Should I pay off my mortgage early or invest in another Rental Property?
A Rental Property is certainly going to get you wealthy. But, the way you handle the cash flow is what you need to understand in the first place. Let me start this by asking you. What would you do if you have saved $30,000? Will you pay off your mortgage on your rental property or invest that money to buy another rental property?
You should pay off your mortgage early if you feel paying off your rental property can give you enough cash flow to live on for the rest of your life. Else, don`t rush to pay off your mortgage and invest to buy another cash flowing rental property. Investing for more cash makes more sense than it does in the past due to the larger tax brackets and ever low mortgage rates today.
Should you Pay off your Mortgage or Invest to buy more Rental Property?
Choosing from either paying off the mortgage early or investing in another property totally depends upon your situation of what as an investor you want with your money. Though I may debate with you why not plant more fruit-producing trees when you can comfortably water them?

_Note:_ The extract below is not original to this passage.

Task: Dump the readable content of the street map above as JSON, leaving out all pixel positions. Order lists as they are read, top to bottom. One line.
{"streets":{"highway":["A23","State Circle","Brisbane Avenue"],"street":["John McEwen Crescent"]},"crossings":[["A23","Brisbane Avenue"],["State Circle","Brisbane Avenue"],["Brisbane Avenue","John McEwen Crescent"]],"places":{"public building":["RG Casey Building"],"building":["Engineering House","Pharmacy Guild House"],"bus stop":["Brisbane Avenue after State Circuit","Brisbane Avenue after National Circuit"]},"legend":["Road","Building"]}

But what if you don’t feel watering more trees and you want to surf in Hawaii? Go on pay off your mortgage and enjoy yourself surfing. But if you are motivated to become a real estate mogul someday, you need to reinvest your profits in more cash flowing properties today.
Pay off Mortgage or Invest-What I am doing right now?
Recently, I have finished reading the book “The Richest Man in Babylon” and stuck to a line that summarizes the idea of investing for me. Every gold that you save is a slave to work for you and the copper it can earn is its child that also can earn for you. To become wealthy with the rental business, you need to duplicate the same. Save some from the cash flow and invest it to generate more.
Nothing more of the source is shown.